# TASK DIRECTIONS
Scan the entries below and tally the lines that include "index". Return nothing but the tally.

Collected data entries:
▬▬▬▬▬▬▬▬▬▬

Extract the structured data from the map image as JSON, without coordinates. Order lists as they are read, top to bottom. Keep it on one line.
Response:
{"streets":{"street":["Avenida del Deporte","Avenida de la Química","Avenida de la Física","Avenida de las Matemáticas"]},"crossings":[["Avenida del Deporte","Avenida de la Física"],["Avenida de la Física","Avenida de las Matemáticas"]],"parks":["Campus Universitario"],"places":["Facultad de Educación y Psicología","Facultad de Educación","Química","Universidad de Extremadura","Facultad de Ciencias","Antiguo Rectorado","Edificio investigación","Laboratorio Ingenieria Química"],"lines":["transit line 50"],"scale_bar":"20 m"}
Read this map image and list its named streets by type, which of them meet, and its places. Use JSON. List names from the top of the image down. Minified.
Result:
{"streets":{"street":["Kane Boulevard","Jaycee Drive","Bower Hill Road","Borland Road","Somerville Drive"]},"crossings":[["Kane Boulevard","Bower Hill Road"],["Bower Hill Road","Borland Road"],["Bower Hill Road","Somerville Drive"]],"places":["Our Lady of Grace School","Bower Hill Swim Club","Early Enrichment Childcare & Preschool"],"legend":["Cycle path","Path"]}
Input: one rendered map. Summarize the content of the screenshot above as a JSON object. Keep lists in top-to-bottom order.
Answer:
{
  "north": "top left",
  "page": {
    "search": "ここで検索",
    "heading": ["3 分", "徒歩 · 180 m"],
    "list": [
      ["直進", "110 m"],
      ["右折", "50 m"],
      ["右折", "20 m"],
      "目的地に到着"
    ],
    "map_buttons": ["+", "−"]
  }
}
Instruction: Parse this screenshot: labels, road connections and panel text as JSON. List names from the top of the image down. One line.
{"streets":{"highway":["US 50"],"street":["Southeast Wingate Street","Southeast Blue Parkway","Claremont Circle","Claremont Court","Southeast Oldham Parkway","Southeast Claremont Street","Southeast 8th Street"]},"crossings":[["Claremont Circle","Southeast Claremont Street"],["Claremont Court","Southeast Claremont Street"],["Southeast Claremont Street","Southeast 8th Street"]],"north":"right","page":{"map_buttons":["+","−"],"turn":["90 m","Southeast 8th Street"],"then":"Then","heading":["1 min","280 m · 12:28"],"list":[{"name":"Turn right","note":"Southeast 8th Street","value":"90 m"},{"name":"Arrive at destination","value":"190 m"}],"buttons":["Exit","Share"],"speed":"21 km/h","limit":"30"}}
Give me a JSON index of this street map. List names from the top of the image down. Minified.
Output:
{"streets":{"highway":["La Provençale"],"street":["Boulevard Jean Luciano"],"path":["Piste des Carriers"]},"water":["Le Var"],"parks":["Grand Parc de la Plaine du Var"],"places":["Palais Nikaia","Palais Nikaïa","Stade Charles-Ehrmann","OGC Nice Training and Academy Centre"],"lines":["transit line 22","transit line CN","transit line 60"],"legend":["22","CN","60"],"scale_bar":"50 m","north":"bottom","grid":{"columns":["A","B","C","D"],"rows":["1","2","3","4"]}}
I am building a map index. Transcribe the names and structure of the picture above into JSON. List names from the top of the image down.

▬▬▬▬▬▬▬▬▬▬

# SOLUTION FOR THIS PROBLEM
2